_Listed records_
===

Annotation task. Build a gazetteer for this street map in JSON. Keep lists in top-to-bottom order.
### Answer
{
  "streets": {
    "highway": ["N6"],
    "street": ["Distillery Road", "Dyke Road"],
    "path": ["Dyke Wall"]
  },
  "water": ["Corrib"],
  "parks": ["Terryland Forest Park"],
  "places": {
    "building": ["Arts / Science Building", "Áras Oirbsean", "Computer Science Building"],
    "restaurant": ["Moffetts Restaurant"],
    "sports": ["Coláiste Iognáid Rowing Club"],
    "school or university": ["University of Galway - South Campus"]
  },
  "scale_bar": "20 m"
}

===

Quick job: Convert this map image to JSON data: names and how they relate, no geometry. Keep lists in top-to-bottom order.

===

_Description of the task_
Your task is to list each line of the records with the word "JSON".

_Solution to this task_
Annotation task. Build a gazetteer for this street map in JSON. Keep lists in top-to-bottom order.
Quick job: Convert this map image to JSON data: names and how they relate, no geometry. Keep lists in top-to-bottom order.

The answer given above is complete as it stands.